### Problem statement
Return all lines below containing the word "quebrada".
(Given records)
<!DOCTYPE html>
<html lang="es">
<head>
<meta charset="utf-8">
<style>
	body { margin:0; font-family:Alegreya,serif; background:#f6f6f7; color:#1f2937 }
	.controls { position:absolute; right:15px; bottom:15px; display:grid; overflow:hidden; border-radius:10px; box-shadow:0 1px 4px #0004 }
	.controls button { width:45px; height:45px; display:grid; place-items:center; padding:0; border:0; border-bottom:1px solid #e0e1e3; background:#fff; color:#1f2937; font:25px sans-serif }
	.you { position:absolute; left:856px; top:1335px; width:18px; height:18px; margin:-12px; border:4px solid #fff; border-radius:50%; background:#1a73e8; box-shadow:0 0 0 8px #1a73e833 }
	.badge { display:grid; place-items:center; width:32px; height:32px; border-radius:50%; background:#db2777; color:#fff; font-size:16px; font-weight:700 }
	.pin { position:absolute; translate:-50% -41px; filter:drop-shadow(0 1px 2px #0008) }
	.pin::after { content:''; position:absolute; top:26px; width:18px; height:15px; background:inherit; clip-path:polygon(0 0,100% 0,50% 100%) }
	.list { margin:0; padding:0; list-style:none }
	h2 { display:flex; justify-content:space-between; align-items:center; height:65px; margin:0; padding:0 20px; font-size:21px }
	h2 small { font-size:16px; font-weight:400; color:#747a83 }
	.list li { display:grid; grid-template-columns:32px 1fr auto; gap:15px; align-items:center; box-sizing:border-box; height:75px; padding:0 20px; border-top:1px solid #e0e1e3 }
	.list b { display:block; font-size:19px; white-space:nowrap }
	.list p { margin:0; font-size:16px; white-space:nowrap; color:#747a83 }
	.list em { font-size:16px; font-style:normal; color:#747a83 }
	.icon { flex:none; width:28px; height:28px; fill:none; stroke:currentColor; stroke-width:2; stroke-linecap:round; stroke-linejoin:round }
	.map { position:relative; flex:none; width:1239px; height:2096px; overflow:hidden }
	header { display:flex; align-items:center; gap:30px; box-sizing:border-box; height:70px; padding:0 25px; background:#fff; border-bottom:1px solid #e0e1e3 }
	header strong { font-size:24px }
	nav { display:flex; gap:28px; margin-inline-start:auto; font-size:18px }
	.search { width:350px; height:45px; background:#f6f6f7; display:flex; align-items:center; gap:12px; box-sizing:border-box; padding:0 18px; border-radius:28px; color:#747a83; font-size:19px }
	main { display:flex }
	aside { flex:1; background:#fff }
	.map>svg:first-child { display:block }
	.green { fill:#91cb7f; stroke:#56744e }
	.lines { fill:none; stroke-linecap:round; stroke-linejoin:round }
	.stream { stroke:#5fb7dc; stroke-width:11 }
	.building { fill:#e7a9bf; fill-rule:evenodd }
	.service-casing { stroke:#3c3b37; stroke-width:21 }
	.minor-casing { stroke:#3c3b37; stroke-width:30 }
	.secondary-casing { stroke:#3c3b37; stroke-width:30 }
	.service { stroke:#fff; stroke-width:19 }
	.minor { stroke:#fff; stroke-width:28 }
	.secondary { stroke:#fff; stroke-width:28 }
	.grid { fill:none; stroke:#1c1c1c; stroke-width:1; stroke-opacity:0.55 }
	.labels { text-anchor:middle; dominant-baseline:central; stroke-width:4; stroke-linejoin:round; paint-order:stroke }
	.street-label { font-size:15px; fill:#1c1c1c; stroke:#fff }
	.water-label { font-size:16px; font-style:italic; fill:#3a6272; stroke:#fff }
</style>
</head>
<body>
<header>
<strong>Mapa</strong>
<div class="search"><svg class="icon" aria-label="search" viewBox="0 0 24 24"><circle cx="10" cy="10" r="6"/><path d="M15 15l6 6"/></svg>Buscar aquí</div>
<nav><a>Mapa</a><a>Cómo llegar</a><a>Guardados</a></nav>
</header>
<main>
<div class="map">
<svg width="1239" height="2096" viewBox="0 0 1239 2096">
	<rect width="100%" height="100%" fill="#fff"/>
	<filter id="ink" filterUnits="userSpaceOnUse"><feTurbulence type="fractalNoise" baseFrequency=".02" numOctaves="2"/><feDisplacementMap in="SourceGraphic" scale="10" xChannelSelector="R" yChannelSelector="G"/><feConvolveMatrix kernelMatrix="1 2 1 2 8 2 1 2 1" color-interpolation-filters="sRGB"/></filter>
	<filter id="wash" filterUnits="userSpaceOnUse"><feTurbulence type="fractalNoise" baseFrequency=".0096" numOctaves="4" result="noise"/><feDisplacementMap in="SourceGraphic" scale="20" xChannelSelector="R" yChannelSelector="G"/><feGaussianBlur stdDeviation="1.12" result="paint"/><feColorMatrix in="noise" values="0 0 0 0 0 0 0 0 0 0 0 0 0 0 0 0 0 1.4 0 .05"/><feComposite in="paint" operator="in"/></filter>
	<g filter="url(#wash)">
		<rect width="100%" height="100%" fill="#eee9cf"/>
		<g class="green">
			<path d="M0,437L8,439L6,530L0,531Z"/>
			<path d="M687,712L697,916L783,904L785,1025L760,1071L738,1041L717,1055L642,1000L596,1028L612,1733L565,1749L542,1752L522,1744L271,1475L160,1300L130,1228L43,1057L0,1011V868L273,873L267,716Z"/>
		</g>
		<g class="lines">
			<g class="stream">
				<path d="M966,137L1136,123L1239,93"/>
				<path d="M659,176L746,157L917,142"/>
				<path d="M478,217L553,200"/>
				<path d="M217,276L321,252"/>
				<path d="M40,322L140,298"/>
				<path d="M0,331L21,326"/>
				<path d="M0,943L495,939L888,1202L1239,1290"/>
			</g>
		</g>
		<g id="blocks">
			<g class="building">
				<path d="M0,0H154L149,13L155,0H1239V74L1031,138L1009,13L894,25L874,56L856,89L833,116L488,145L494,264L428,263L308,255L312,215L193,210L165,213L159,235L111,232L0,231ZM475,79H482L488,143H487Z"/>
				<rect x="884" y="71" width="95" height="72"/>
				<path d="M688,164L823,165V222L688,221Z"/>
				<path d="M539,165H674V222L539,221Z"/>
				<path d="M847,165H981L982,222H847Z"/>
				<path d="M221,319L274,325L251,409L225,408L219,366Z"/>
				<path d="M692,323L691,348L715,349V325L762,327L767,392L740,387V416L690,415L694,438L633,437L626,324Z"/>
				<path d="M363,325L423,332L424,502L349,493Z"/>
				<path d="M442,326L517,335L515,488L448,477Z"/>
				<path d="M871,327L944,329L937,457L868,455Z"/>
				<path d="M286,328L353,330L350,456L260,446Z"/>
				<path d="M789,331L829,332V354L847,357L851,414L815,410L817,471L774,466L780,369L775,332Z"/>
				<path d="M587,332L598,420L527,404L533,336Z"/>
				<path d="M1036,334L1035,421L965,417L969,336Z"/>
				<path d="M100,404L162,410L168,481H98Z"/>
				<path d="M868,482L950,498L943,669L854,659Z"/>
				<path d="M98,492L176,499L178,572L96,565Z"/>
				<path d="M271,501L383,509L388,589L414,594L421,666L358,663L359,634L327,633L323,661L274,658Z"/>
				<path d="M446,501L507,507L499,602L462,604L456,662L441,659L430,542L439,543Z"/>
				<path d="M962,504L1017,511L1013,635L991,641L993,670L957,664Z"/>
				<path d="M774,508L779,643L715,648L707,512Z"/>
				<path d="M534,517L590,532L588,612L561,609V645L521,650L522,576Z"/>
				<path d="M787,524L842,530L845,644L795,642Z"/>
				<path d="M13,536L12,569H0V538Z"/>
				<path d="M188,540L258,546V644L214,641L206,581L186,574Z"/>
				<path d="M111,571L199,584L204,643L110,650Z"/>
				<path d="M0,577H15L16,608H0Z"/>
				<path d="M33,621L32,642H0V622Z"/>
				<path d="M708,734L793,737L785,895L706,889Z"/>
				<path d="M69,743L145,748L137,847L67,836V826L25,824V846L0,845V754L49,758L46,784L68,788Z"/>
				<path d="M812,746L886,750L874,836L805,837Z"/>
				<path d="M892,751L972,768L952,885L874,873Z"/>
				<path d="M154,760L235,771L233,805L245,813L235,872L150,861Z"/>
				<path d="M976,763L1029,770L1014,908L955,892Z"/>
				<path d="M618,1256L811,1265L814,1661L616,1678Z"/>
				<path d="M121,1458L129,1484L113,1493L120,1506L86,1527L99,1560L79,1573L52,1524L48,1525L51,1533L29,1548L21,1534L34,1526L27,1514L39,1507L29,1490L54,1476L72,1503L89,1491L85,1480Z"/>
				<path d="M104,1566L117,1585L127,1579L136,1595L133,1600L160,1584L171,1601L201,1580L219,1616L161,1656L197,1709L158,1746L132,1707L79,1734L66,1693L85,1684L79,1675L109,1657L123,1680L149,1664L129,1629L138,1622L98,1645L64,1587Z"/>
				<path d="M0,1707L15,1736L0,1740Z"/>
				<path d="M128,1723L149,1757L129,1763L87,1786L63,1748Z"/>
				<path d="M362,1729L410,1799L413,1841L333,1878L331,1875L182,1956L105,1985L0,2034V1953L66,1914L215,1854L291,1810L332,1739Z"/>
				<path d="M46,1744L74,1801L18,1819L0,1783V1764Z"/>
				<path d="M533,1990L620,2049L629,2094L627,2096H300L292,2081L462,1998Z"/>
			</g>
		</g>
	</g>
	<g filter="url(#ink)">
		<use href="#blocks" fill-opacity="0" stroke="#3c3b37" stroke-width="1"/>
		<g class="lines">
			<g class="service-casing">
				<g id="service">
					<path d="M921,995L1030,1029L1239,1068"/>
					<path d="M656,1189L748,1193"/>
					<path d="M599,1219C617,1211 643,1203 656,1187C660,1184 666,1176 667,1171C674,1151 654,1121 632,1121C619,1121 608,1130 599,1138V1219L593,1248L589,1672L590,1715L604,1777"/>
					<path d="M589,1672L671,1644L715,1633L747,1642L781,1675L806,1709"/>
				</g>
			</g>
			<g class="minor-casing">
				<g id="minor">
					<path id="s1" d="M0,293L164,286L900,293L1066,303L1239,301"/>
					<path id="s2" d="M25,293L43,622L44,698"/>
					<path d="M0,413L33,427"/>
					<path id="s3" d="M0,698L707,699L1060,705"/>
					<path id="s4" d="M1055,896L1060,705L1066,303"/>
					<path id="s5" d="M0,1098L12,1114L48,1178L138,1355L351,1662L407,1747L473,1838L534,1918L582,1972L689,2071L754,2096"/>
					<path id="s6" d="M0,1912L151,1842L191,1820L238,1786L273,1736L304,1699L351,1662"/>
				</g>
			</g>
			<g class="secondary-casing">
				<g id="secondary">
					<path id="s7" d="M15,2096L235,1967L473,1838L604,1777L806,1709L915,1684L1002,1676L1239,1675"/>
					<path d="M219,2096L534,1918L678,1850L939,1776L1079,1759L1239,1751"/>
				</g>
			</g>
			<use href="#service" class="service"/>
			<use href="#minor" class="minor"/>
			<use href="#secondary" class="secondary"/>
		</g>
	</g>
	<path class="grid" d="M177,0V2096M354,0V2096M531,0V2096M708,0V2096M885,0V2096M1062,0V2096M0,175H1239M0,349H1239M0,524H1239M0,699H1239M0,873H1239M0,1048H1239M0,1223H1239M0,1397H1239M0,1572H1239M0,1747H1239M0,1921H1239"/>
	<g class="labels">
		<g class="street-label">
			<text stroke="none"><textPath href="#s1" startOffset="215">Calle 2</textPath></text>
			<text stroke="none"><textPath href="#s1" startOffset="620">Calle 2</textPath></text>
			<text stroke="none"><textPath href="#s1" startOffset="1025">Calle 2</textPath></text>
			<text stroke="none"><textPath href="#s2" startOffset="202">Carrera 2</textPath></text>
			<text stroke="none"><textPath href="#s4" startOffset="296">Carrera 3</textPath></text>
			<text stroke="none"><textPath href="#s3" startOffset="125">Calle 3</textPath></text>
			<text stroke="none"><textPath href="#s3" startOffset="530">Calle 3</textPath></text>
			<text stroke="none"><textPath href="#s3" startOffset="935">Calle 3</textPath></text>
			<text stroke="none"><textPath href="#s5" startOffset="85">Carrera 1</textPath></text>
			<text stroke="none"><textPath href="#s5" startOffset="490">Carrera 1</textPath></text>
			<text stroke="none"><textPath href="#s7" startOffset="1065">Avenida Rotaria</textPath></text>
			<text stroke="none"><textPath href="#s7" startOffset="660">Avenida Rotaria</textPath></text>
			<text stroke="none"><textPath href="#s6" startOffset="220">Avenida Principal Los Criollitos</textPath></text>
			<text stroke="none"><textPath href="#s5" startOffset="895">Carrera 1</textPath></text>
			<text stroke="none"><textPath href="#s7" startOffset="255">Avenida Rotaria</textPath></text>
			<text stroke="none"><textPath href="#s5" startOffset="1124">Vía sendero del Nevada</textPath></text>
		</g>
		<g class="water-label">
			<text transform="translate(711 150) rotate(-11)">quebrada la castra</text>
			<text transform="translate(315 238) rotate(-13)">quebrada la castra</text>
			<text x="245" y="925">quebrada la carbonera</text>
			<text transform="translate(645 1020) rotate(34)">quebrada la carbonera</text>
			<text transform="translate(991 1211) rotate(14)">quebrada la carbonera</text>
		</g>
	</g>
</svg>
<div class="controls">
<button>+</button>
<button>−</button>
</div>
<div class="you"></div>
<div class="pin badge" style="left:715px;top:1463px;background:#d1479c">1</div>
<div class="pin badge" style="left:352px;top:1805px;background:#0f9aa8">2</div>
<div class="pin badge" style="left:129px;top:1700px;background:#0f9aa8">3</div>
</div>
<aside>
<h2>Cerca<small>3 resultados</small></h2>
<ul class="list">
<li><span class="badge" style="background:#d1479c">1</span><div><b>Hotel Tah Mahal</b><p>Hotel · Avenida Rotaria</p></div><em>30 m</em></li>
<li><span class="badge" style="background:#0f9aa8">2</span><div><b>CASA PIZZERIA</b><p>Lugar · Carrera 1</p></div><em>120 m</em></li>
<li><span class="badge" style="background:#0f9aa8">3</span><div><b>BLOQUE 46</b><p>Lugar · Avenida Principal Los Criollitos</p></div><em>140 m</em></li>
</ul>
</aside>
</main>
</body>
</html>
(End Given records)
### Solution below
			<text transform="translate(711 150) rotate(-11)">quebrada la castra</text>
			<text transform="translate(315 238) rotate(-13)">quebrada la castra</text>
			<text x="245" y="925">quebrada la carbonera</text>
			<text transform="translate(645 1020) rotate(34)">quebrada la carbonera</text>
			<text transform="translate(991 1211) rotate(14)">quebrada la carbonera</text>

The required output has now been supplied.